Getting back to Edith.  Since we've already covered Edith's final moments, let's take a look at her first.

I'm going to assume she works at the chemist (that's "pharmacy" or "drugstore" to us colonials) Colan draws her leaving.  Gosh, it sure is cold.  I hope she gets home all right...

Oops!  No such luck.  Yes, she is the book's jeopardy queen.  Still, a bash in the face is better than a bite on the neck when you're dealing with the undead, and it's Edith Harker's good luck to have come face-to-face with the boss of them all and come away with only a bruise.  Dracula seems kind of a quitter here, though, doesn't he?  Edith's wearing one measly little cross.  Where is Dracula's amazing hypnotic gaze to make her take it off so he can feed on her?  It takes him about two seconds to enthrall those kids.

Speaking of which, here they are:

It looks as though someone at Marvel did a really clumsy art touch-up on Dracula's head in the fourth panel.  The face is Colan/Palmer, but the wonky perspective on the forehead (the widow's peak is turned a few degrees from where it should be both vertically and horizontally and there's no foreshortening despite the slightly low-angle view of Dracula's head) and the hair texture look completely alien.  Why?  Maybe the page passed through the inking and lettering stages with the top balloon coming out too large and covering too much of Dracula.  The editor decided we needed more of Dracula's head in there, which meant reducing the balloon and getting someone on staff to touch up the missing areas.  Just speculating about a hypothesis, but it also looks as if someone mistook Dracula's left hand for one of the background trees and colored it brown as a result.

Here's one of the most disturbing aspects of vampire lore-- the corruption of innocence.  Stoker used this is a major theme in his novel, and Wolfman picks up on it.  In Stoker's book, Dracula's first victim is the virginal Lucy Westenra, the ideal of proper young womanhood in the Victorian Age.  By the time Dracula is through with her, she's feeding on babies in a parody of nurturing motherhood.  Wolfman's Dracula will stop at nothing in his quest for power or whatever he holds as his ultimate goal and a bunch of boys become his weapons.  They're very effective, surprisingly so.  They chase Frank and company right out into the night and trap them in an old-fashioned car and there's not a thing anyone can do about it.

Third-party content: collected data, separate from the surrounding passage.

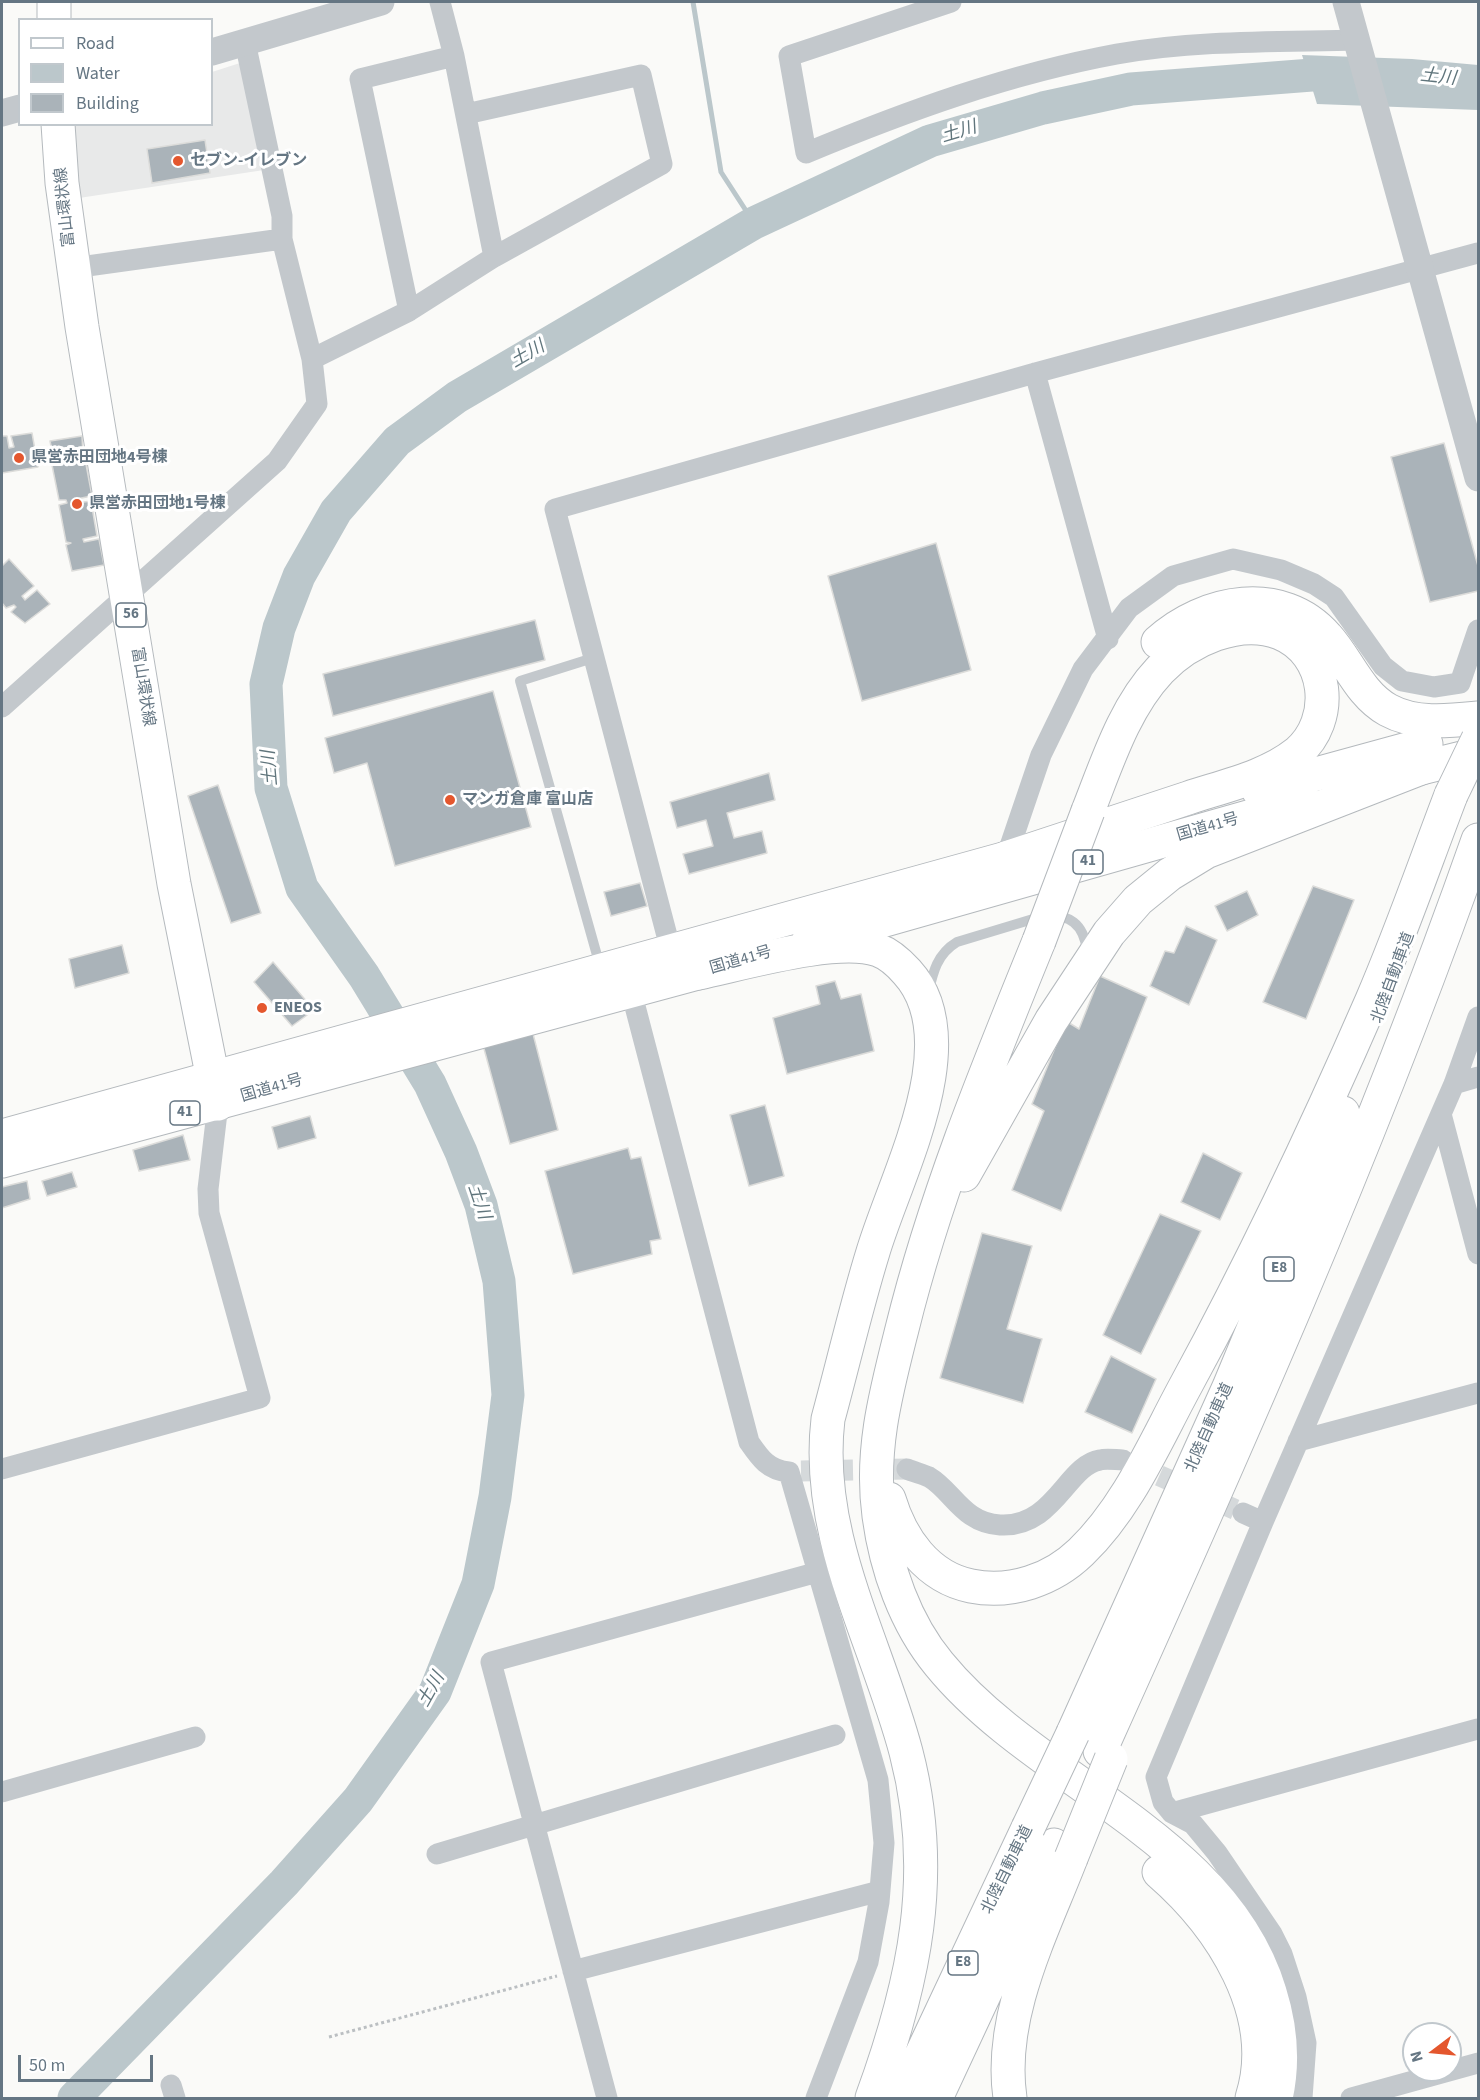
<!DOCTYPE html>
<html>
<head>
<meta charset="utf-8">
<style>
  body { margin:0 }
  #map { position:relative; width:1480px; height:2100px; overflow:hidden; background:#fafaf8; font-family:"Source Sans 3",sans-serif }
  canvas { display:block }
  .frame { position:absolute; inset:0; border:3px solid #657683; pointer-events:none }
  .legend { position:absolute; left:18px; top:18px; width:195px; height:108px; box-sizing:border-box; background:#fff; border:2px solid #c1c8cd; margin:0; padding:8px 10px; list-style:none; font-size:18px; color:#657683 }
  .legend li { display:flex; align-items:center; gap:12px; height:30px }
  .legend b { width:30px; border:2px solid #c1c8cd }
  .north { position:absolute; left:1402px; top:2022px; width:60px; height:60px; box-sizing:border-box; background:#fff; border:2px solid #c1c8cd; border-radius:50%; rotate:254deg; font-size:16px; font-weight:700; line-height:24px; text-align:center; color:#657683 }
  .north::after { content:''; display:block; margin:auto; width:21px; height:27px; background:#e4572e; clip-path:polygon(50% 0,100% 100%,50% 72%,0 100%) }
  .scale { position:absolute; left:18px; top:2055px; width:135px; height:27px; box-sizing:border-box; border:3px solid #657683; border-top:0; padding-left:8px; font-size:18px; line-height:21px; white-space:nowrap; color:#657683; -webkit-text-stroke:4px #fff; paint-order:stroke }
</style>
</head>
<body>
<div id="map">
<canvas width="1480" height="2100"></canvas>
<div class="frame"></div>
<ul class="legend">
<li><b style="height:8px;background:#fff"></b>Road</li>
<li><b style="height:16px;background:#bbc7cb"></b>Water</li>
<li><b style="height:16px;background:#aab3b9"></b>Building</li>
</ul>
<div class="north">N</div>
<div class="scale">50 m</div>
</div>
<script>
const g = document.querySelector('canvas').getContext('2d');
g.lineJoin = 'round';
function fill(path, color) {
  g.fillStyle = color;
  g.fill(path, 'evenodd');
}
function stroke(path, color, width, dash) {
  g.strokeStyle = color;
  g.lineWidth = width;
  g.lineCap = dash ? 'butt' : 'round';
  g.setLineDash(dash || []);
  g.stroke(path);
}
function write(font, color, halo, rows, align = 'center') {
  g.font = font + ' "Source Sans 3","Noto Sans JP",sans-serif';
  g.lineWidth = 6;
  g.setLineDash([]);
  g.textBaseline = 'middle';
  g.strokeStyle = halo;
  g.fillStyle = color;
  for (const [text, x, y, turn = 0] of rows) {
    g.save();
    g.translate(x, y);
    g.rotate((+turn || 0) * Math.PI / 180);
    g.textAlign = isNaN(turn) ? turn : align;
    if (halo) g.strokeText(text, 0, 0);
    g.fillText(text, 0, 0);
    g.restore();
  }
}
fill(new Path2D(`
  M 240,63 L 264,170 L 79,198 L 74,125 L 212,124 L 212,72 Z`), '#e8e9e9');
fill(new Path2D(`
  M 1302,55 L 1412,59 L 1478,65 L 1478,110 L 1317,104 Z`), '#bbc7cb');
stroke(new Path2D(`
  M 693,2 L 721,172 L 754,223`), '#bbc7cb', 5);
stroke(new Path2D(`
  M 74,2098 L 284,1883 L 358,1800 L 435,1692 L 478,1584 L 495,1497 L 508,1395 L 499,1281 L 481,1205 L 461,1152 L 430,1084 L 364,976 L 302,888 L 271,788 L 266,684 L 279,628 L 299,576 L 336,511 L 397,441 L 457,397 L 754,223 L 930,141 L 1043,108 L 1131,89 L 1312,75 L 1354,75`), '#bbc7cb', 33);
const building = new Path2D(`
  M 205,140 L 210,173 L 152,183 L 147,149 Z
  M 32,433 L 38,467 L 2,473 L 2,436 L 7,436 L 9,448 L 14,447 L 11,436 Z
  M 82,436 L 83,455 L 71,457 L 72,462 L 85,459 L 92,496 L 76,499 L 77,503 L 91,501 L 97,536 L 83,539 L 84,542 L 99,539 L 104,565 L 72,571 L 66,545 L 71,543 L 66,542 L 59,505 L 67,503 L 66,500 L 59,500 L 52,465 L 60,462 L 59,459 L 54,461 L 50,441 Z
  M 1444,443 L 1478,566 L 1478,591 L 1430,602 L 1391,457 Z
  M 936,543 L 971,670 L 862,701 L 828,576 Z
  M 9,559 L 34,586 L 22,596 L 25,600 L 37,590 L 50,604 L 25,623 L 11,612 L 16,607 L 14,605 L 6,608 L 2,603 L 2,566 Z
  M 535,620 L 545,660 L 333,716 L 323,674 Z
  M 493,691 L 531,827 L 395,866 L 367,763 L 334,773 L 325,738 Z
  M 769,773 L 775,800 L 727,813 L 734,838 L 762,831 L 767,853 L 689,874 L 683,854 L 713,846 L 706,820 L 677,828 L 670,802 Z
  M 218,785 L 261,913 L 231,923 L 188,796 Z
  M 640,883 L 647,906 L 611,916 L 604,892 Z
  M 1313,886 L 1354,900 L 1306,1019 L 1263,1002 Z
  M 1247,891 L 1258,915 L 1227,931 L 1215,906 Z
  M 1186,926 L 1217,940 L 1189,1005 L 1150,986 L 1165,951 L 1174,953 Z
  M 122,945 L 129,973 L 75,988 L 69,959 Z
  M 273,962 L 314,1010 L 292,1026 L 254,982 Z
  M 1100,976 L 1147,997 L 1061,1211 L 1012,1190 L 1044,1111 L 1032,1104 L 1066,1021 L 1079,1029 Z
  M 835,981 L 841,999 L 861,994 L 874,1051 L 787,1074 L 773,1018 L 820,1004 L 816,986 Z
  M 532,1030 L 558,1130 L 510,1144 L 483,1045 Z
  M 765,1105 L 784,1176 L 749,1186 L 730,1115 Z
  M 310,1116 L 316,1138 L 278,1149 L 272,1127 Z
  M 183,1135 L 190,1160 L 139,1171 L 133,1150 Z
  M 628,1148 L 631,1159 L 641,1157 L 661,1239 L 650,1241 L 652,1254 L 573,1274 L 545,1171 Z
  M 1203,1153 L 1242,1173 L 1220,1220 L 1181,1202 Z
  M 72,1172 L 77,1187 L 47,1196 L 42,1181 Z
  M 27,1181 L 30,1199 L 2,1208 L 2,1187 Z
  M 1160,1214 L 1201,1231 L 1141,1354 L 1103,1335 Z
  M 982,1233 L 1032,1246 L 1007,1329 L 1042,1339 L 1023,1403 L 940,1378 Z
  M 1111,1356 L 1156,1379 L 1132,1433 L 1085,1412 Z`);
fill(building, '#aab3b9');
stroke(building, '#dcdcda', 1.5);
stroke(new Path2D(`
  M 1131,1463 L 1243,1513
  M 801,1471 L 907,1469`), '#d5d9db', 21, [21, 10]);
const primary = new Path2D(`
  M 54,20 L 54,2
  M 58,124 L 62,183 L 82,327 L 174,884 L 218,1104`);
const trunk = new Path2D(`
  M 1397,774 L 1478,754
  M 1258,790 L 1426,744
  M 808,942 L 1304,801
  M 2,1136 L 1032,851
  M 2,1161 L 727,965`);
const motorway = new Path2D(`
  M 1158,642 C 1204,600 1282,585 1327,637 C 1348,660 1359,694 1388,710 C 1415,725 1449,721 1478,718
  M 1006,858 C 1067,838 1127,818 1188,798 C 1224,786 1267,777 1297,753 C 1336,720 1329,653 1280,633 C 1239,617 1189,640 1160,670 C 1124,708 1107,763 1088,811
  M 1039,941 C 987,1069 935,1195 902,1329 C 886,1392 870,1451 879,1516 C 886,1568 905,1623 939,1664 C 1036,1783 1223,1837 1270,1992 C 1281,2027 1284,2063 1276,2098
  M 698,973 C 742,964 837,936 878,950 C 889,954 899,963 907,972 C 970,1041 895,1177 873,1252 C 856,1307 843,1364 828,1419 C 814,1537 877,1642 906,1752 C 938,1874 914,1983 872,2098
  M 964,1175 L 1051,1021 L 1109,933 L 1138,900 L 1170,874 L 1206,852 L 1424,767
  M 889,1499 C 901,1539 927,1577 971,1586 C 1011,1594 1052,1580 1081,1552 C 1128,1507 1155,1442 1186,1385 C 1254,1260 1315,1131 1372,1000 C 1401,933 1425,863 1451,795
  M 1073,1733 L 1229,1387 L 1343,1113
  M 1100,1751 C 1235,1451 1369,1150 1478,840
  M 1159,1872 C 1220,1925 1279,2013 1252,2098
  M 901,2098 L 1028,1828
  M 936,2098 L 1054,1845
  M 1010,2098 C 998,2016 1042,1933 1071,1858`);
stroke(primary, '#b5babe', 35);
stroke(trunk, '#b4b9bd', 35);
stroke(motorway, '#b4b9bd', 35);
stroke(new Path2D(`
  M 329,2037 L 557,1976`), '#bbbfc2', 3, [3, 3]);
stroke(new Path2D(`
  M 593,658 L 520,681 L 600,966
  M 928,994 C 933,972 937,954 957,942 L 1043,916 C 1069,913 1084,924 1087,951`), '#c3c8cc', 10);
stroke(new Path2D(`
  M 951,2 L 789,56 L 806,153 C 907,111 1009,74 1117,54 C 1195,40 1278,42 1357,40
  M 245,42 L 282,216 L 282,239
  M 466,114 L 641,75 L 662,164 L 494,257
  M 73,268 L 282,239 L 312,359
  M 409,311 L 360,79 L 454,56
  M 1035,373 L 1108,639
  M 2,707 L 277,461 L 317,404 L 312,359 L 409,311 L 494,257 L 454,56 L 440,2
  M 1006,858 L 1041,755 L 1083,669 L 1129,608 L 1173,576 L 1233,559 L 1281,570 L 1314,584 L 1334,597 L 1383,666 L 1402,681 L 1434,687 L 1460,683 L 1478,630
  M 671,951 L 555,509 L 1035,373 L 1478,253
  M 631,991 L 749,1442 C 760,1458 768,1470 789,1472 L 878,1780 L 884,1843 L 879,1902 L 868,1962 L 816,2098
  M 1454,1084 L 1478,1077
  M 1441,1114 L 1478,1254
  M 1298,1441 L 1478,1393
  M 2,1469 L 260,1398 L 209,1213 L 208,1189 L 218,1104
  M 907,1469 C 914,1472 922,1474 929,1477 C 953,1491 963,1523 1000,1525 C 1054,1528 1067,1465 1100,1460 C 1107,1458 1116,1460 1123,1460
  M 1243,1513 L 1263,1522
  M 2,1792 L 195,1737
  M 1172,1813 L 1478,1729
  M 437,1854 L 835,1735
  M 573,1971 L 880,1891
  M 171,2085 L 175,2098
  M 607,2098 L 491,1662 L 818,1572
  M 1302,2098 L 1306,2043 L 1296,1997 L 1282,1954 L 1272,1934 L 1217,1853 L 1193,1824 L 1172,1813 L 1163,1802 L 1156,1777 L 1263,1522 L 1454,1084 L 1478,1017
  M 1351,2098 L 1478,2063`), '#c3c8cc', 21);
stroke(new Path2D(`
  M 1346,2 L 1478,478
  M 212,52 L 381,2
  M 2,113 L 20,108`), '#c3c8cc', 27);
stroke(primary, '#fff', 33);
stroke(trunk, '#fff', 33);
stroke(motorway, '#fff', 33);
const motorwayBridge = new Path2D(`
  M 1451,795 L 1478,739
  M 1039,941 L 1088,811
  M 1028,1828 L 1073,1733
  M 1071,1858 L 1111,1759`);
stroke(motorwayBridge, '#b4b9bd', 35, []);
stroke(motorwayBridge, '#fff', 33);
for (const [x, y, r, color] of [
  [178,161,6,"#e4572e"],
  [19,458,6,"#e4572e"],
  [77,504,6,"#e4572e"],
  [450,800,6,"#e4572e"],
  [262,1008,6,"#e4572e"]
]) {
  const dot = new Path2D();
  dot.arc(x, y, r, 0, 2 * Math.PI);
  g.fillStyle = color;
  g.fill(dot);
  stroke(dot, '#fff', 2);
}
for (const [x, y, w] of [
  [131,615,30],
  [1088,862,30],
  [185,1113,30],
  [1279,1269,30],
  [963,1963,30]
]) {
  const box = new Path2D();
  box.roundRect(x - w / 2, y - 12, w, 24, 4.5);
  g.fillStyle = '#fff';
  g.fill(box);
  stroke(box, '#657683', 1.5);
}
write('bold 15px', '#657683', null, [
  ["56",131,615],
  ["41",1088,862],
  ["41",185,1113],
  ["E8",1279,1269],
  ["E8",963,1963]
]);
write('bold 16px', '#657683', '#fff', [
  ["セブン-イレブン",190,161],
  ["県営赤田団地4号棟",31,458],
  ["県営赤田団地1号棟",89,504],
  ["マンガ倉庫 富山店",462,800],
  ["ENEOS",274,1008]
], 'left');
write('16px', '#657683', '#fff', [
  ["富山環状線",66,207,-96],
  ["富山環状線",142,687,81],
  ["国道41号",1208,828,-16],
  ["国道41号",741,961,-16],
  ["北陸自動車道",1394,978,-70],
  ["国道41号",272,1089,-16],
  ["北陸自動車道",1210,1428,-66],
  ["北陸自動車道",1008,1870,-64]
]);
write('italic 18px', '#60757c', '#fff', [
  ["土川",1438,78,6],
  ["土川",959,133,-17],
  ["土川",528,355,-30],
  ["土川",271,768,-95],
  ["土川",478,1202,71],
  ["土川",432,1690,-61]
]);
</script>
</body>
</html>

In fact, the hypno-kids do such a fine job of taking Dracula's enemies out of the fight, he finally has a little leisure time on his hands.  The next issue (nicely inked by Ernie Chan-- credited as Chua thanks to a bureaucratic screw-up on his immigration documents) sees Dracula using this free time to recruit some even more sinister allies, a lot of moldy vampires.  I think he should have stuck with kids.  Imagine Dracula getting himself on TV, perhaps taking one of those horror movie host jobs, or showing up at a station where they do one locally and beaming his powers across a wider area, ensnaring hundreds, perhaps thousands, of children and turning them against the adults.  Kind of like Halloween 3, but without that Silver Shamrock rhyme to get into your mind and stay.  And stay.  AND STAY.

And here's where it turns out I owe Edith Harker something of an apology.  She first appears as a typical damsel in distress, and goes out that way as well.  But she gets to come to the rescue herself at least once before Dracula and dear old dad put an end to her once and for all.

And here she is:

You go, Edith!  Sorry they didn't get your hair color right in this, your shining moment.